Konstruksi smelter ini dirancang mampu memproduksi 88 ribu ton nickel pig iron (NPI) sebanyak per tahun. Proyek RKEF telah juga melewati tahap groundbreaking pada akhir Juni lalu dan jadwal konstruksi pabrik pun akan dimulai sekitar akhir September atau Oktober 2025.
“Ini sejalan konsisten dengan rencana timeline di mana penyelesaian konstruksi dijadwalkan di akhir 2026 dan commissioning dilakukan di tahun 2027,” ucap Arianto.

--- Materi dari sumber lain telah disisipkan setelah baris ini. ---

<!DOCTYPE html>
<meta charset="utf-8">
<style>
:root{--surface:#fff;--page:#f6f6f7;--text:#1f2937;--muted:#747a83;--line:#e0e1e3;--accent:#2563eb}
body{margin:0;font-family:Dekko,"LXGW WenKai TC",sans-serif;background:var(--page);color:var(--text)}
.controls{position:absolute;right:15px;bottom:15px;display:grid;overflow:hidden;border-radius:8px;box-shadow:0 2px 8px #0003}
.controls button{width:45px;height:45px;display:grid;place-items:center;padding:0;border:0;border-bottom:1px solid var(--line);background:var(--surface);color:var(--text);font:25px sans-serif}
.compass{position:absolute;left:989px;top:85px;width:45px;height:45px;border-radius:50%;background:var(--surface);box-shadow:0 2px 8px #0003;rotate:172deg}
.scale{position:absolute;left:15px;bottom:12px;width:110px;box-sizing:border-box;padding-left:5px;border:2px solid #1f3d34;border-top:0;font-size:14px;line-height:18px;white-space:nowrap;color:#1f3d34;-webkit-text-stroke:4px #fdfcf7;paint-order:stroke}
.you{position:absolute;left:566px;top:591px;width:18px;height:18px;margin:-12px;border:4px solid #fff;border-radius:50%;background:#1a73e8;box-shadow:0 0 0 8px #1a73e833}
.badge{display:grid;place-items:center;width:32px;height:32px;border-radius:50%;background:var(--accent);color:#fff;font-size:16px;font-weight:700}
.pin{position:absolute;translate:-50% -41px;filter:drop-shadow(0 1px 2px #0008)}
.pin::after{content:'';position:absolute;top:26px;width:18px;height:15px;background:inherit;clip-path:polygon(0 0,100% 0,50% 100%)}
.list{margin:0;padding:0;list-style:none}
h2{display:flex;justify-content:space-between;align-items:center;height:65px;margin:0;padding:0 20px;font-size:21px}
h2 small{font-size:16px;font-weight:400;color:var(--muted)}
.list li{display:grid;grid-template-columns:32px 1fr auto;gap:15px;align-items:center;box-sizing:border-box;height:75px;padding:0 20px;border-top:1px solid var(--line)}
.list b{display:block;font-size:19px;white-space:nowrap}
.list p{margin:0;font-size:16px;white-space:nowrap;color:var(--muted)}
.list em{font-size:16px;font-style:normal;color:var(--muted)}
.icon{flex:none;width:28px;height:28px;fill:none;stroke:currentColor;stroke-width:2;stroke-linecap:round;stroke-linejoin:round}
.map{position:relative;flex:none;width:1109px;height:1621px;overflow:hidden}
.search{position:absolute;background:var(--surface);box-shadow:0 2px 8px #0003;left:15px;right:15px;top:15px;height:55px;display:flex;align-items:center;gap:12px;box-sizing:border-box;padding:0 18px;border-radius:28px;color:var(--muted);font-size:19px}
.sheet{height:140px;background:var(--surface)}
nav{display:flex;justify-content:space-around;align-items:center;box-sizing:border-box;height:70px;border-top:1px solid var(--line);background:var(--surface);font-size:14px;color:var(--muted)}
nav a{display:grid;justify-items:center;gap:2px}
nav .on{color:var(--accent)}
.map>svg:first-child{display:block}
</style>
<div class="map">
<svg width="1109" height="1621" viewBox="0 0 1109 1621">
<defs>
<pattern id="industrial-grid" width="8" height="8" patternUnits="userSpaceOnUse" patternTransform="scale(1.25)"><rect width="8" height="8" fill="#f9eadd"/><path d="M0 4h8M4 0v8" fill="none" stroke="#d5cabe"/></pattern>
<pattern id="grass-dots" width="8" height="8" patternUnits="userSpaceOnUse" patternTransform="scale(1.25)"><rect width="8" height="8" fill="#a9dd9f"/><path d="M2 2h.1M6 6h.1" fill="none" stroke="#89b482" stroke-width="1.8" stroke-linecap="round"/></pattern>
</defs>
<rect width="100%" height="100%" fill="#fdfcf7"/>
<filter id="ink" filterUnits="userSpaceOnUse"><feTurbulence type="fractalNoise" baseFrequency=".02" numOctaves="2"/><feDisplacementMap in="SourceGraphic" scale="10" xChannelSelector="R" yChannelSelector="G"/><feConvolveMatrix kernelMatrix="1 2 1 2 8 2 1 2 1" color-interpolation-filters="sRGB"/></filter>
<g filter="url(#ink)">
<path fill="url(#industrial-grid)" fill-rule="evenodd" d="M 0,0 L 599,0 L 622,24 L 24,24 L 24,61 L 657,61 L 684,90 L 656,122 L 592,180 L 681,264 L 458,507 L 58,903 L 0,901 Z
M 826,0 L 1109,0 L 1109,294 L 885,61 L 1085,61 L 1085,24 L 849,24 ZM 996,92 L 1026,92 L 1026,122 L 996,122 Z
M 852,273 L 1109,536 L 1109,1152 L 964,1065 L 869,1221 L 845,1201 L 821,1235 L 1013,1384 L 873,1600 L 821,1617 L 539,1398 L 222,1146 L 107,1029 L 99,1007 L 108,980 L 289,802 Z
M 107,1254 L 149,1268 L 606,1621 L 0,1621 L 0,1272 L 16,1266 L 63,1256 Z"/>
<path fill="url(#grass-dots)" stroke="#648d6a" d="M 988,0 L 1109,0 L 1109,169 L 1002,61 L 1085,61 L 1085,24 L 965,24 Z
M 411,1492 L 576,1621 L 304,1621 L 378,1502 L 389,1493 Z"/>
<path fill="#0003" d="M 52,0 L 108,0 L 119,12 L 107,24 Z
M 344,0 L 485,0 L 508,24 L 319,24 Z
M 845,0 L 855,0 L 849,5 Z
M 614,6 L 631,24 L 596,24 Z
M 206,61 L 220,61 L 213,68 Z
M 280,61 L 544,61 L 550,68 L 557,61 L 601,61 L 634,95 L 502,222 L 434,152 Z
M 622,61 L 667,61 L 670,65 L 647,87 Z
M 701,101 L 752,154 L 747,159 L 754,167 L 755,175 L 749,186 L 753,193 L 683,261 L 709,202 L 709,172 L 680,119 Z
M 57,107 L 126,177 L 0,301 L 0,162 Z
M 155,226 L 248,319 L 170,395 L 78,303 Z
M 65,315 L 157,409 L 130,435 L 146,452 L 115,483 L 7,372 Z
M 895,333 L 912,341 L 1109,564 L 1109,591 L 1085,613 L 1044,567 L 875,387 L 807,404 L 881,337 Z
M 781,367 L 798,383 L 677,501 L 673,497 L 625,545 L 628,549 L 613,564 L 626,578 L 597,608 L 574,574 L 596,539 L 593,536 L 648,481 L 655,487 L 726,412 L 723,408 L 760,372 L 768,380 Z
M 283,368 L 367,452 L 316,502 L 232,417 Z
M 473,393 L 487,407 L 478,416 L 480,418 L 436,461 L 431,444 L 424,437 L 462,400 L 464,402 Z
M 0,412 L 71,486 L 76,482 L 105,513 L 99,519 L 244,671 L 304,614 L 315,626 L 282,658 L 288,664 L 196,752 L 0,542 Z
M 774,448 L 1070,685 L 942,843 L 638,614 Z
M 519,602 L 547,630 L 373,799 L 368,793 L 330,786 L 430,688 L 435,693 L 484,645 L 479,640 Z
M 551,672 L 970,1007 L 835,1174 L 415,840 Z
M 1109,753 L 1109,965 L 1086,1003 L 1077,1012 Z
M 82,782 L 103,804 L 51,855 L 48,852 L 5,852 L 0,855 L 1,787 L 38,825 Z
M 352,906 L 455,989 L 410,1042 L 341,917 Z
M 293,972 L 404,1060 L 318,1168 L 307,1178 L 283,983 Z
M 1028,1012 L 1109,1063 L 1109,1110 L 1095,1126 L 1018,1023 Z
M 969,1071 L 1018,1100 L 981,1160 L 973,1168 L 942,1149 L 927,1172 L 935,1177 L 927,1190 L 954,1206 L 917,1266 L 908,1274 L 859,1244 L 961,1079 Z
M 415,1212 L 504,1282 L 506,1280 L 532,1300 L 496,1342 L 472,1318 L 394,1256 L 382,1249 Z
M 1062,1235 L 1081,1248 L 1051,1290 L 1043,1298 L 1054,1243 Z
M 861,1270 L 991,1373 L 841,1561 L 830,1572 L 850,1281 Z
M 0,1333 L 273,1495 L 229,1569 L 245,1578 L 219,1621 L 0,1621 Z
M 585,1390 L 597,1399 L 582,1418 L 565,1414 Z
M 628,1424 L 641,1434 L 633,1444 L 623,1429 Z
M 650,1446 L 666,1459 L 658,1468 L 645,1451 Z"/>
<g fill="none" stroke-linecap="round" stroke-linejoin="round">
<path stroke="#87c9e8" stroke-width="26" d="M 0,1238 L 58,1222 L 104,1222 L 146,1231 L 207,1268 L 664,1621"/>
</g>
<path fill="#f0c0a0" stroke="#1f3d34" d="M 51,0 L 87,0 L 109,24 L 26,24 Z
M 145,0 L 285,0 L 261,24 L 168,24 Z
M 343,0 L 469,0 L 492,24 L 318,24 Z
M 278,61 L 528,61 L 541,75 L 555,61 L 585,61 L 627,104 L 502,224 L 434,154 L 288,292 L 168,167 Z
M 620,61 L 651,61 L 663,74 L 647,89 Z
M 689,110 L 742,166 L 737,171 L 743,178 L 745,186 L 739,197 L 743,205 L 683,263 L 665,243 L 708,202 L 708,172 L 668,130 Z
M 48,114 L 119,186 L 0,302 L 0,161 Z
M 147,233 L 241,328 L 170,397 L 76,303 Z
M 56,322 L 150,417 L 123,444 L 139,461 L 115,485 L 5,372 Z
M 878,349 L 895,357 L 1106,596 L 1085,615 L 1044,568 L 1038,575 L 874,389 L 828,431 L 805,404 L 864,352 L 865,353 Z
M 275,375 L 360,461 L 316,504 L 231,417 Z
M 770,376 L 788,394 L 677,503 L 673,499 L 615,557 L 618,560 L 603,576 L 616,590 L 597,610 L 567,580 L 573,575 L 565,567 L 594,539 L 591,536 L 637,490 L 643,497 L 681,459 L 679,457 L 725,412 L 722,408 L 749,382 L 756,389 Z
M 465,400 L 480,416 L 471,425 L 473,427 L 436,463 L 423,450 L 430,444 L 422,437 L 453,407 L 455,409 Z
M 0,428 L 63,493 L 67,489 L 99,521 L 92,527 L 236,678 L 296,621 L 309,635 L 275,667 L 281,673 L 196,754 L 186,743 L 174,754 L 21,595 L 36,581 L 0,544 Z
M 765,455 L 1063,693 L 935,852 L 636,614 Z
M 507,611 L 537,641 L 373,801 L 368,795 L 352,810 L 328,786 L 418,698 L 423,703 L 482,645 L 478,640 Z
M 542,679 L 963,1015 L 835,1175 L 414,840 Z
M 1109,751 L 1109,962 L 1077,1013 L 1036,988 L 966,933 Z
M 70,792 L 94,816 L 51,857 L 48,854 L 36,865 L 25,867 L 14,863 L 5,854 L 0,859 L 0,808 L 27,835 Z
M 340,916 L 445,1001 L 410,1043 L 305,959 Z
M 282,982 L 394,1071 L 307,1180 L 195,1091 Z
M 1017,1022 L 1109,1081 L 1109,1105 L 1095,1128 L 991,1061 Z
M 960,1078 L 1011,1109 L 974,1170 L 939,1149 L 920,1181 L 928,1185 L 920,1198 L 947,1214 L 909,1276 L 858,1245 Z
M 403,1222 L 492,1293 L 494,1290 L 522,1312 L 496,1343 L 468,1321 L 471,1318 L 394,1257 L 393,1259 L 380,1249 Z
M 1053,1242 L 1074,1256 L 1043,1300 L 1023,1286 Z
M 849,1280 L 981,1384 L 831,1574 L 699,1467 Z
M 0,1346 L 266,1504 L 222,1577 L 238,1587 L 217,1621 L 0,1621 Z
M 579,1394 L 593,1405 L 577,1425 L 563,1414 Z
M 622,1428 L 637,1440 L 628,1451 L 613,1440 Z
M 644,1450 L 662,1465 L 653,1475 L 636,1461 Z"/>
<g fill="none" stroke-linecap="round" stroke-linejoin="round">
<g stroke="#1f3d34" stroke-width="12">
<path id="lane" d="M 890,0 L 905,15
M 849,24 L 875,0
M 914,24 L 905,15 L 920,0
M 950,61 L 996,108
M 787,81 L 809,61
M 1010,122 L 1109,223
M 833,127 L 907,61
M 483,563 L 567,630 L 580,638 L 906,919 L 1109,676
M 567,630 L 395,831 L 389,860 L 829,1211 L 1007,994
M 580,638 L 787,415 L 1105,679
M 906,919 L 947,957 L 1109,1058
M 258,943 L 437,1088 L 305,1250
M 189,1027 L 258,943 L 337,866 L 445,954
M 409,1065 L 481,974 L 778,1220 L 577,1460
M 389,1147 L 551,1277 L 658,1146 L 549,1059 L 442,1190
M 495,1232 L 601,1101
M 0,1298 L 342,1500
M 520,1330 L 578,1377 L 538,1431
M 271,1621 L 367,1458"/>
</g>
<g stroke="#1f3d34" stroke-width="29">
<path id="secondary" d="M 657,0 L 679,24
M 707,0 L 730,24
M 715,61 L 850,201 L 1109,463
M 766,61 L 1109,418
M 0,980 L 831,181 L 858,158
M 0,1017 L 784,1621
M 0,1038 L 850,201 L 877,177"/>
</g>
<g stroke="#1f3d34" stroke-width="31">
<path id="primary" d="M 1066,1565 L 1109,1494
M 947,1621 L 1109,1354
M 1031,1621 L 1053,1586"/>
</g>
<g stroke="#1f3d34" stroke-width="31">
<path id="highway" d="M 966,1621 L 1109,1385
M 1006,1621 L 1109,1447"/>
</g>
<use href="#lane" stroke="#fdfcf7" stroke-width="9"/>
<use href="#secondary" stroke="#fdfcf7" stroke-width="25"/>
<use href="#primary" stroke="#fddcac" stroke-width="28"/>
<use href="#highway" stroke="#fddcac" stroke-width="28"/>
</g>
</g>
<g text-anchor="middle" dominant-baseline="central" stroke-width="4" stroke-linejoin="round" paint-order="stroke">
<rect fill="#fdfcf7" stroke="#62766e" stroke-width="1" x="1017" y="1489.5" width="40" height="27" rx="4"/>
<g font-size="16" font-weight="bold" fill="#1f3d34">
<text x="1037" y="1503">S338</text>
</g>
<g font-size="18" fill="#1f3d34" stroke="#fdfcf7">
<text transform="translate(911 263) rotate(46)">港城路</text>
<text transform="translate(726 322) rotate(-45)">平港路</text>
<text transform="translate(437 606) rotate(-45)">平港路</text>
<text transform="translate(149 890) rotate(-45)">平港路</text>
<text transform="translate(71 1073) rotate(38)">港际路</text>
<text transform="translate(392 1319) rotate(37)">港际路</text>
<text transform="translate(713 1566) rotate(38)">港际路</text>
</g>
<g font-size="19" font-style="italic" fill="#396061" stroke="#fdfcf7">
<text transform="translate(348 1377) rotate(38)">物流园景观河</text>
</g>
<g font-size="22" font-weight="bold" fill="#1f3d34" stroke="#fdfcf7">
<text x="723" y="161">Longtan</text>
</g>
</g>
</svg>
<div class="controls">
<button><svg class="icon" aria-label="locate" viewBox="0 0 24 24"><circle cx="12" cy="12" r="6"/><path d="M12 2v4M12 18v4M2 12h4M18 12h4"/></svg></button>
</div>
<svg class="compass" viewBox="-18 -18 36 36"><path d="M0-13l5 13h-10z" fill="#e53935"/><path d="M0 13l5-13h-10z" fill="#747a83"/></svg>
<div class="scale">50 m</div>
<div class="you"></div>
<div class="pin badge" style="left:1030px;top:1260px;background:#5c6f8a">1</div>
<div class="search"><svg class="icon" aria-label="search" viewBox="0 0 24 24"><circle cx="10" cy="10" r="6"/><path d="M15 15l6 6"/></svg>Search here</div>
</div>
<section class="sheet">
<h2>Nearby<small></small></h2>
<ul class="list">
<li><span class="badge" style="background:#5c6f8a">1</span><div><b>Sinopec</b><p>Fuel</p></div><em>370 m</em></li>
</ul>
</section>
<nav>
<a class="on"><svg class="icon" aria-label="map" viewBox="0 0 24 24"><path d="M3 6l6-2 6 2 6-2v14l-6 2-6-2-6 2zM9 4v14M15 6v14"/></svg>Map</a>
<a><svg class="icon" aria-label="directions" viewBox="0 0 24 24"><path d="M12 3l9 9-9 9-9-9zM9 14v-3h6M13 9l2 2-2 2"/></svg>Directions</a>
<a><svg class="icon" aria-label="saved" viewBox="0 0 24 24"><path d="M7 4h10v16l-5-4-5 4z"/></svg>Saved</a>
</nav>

Kedua, sebagai kelanjutan dari pengembangan ekosistem baterai kendaraan listrik, Antam bersama konsorsium CBL juga tengah menggarap pembangunan pabrik kedua, yakni pabrik High Pressure Acid Leach (HPAL) yang akan memproduksi Mixed Hydroxide Precipitate (MHP) dengan kapasitas 55 ribu ton per tahun. Adapun porsi kepemilikan Antam sebesar 30% dan proyek ini diperkirakan menelan investasi sekitar US$ 1,9 miliar atau sekitar Rp 31,26 triliun.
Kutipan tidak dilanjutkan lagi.